Date Completed: 10-21-04

RATIONALE


Under the General Sales Tax Act, when an item is sold at auction in Michigan, the 6% tax is levied on the gross proceeds of the sale, even when the auction is held for charitable purposes. Reportedly, people bidding for items at charitable auctions often bid far in excess of their actual value because the extra money is going to a cause they support and the difference between the value of the item and the amount they bid is deductible for Federal income tax purposes. Some people believe that the State should eliminate the sales tax on the proceeds of an auction sale that exceed the market value of the goods sold because the buyer's intent was for the extra money to be a charitable donation.

CONTENT
The bill would amend the General Sales Tax Act to provide that, for the purpose of a charitable auction held by certain not-for-profit taxpayers with a tax-exempt status, "gross proceeds" would mean the fair market value of the auction item. (The tax is levied on people making sales at retail in Michigan at a rate of 6% of their gross proceeds.)

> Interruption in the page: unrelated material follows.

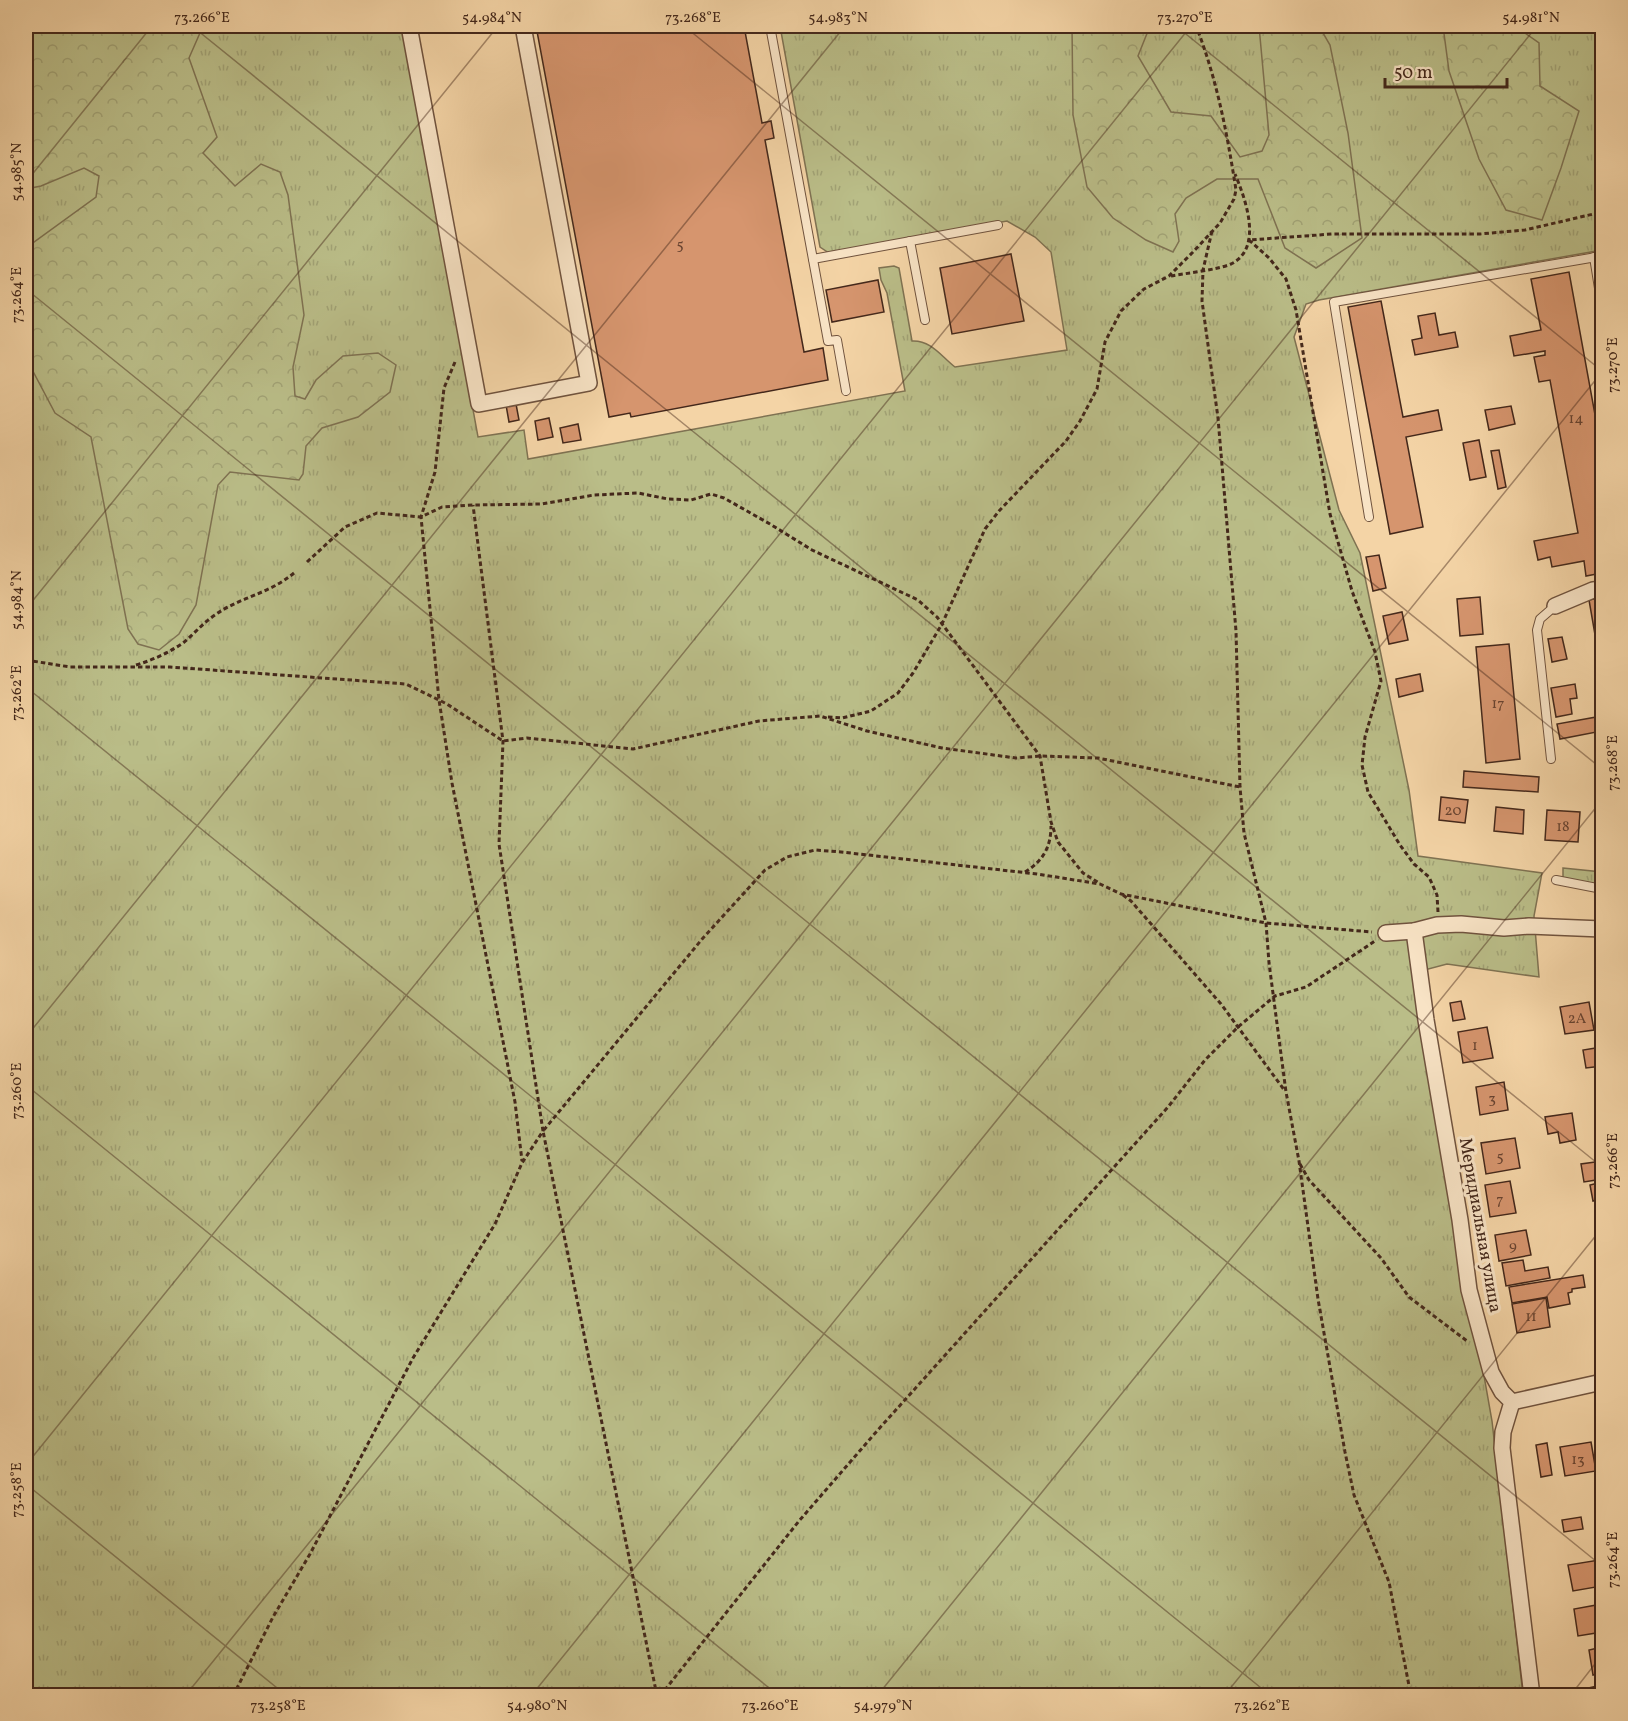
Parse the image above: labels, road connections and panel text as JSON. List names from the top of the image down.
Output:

The change would apply to charitable auctions held by taxpayers with tax-exempt status under Section 4q(1)(a) or 4q(1)(b) of the Act. Those sections refer to organizations exempt from the Federal income tax under Sections 501(c)(3) and 501(c)(4) of the Internal Revenue Code; and health, welfare, educational, cultural arts, charitable, or benevolent organizations not operated for profit that were issued an exemption ruling letter (before July 1998) from the Department of Treasury to purchase items exempt from tax. (Under Section 4q(1) of the Act, a person subject to the sales tax may exclude from gross proceeds the sale of personal property to those organizations.)


MCL 205.51

ARGUMENTS (Please note: The arguments contained in this analysis originate from sources outside the Senate Fiscal Agency. The Senate Fiscal Agency neither supports nor opposes legislation.)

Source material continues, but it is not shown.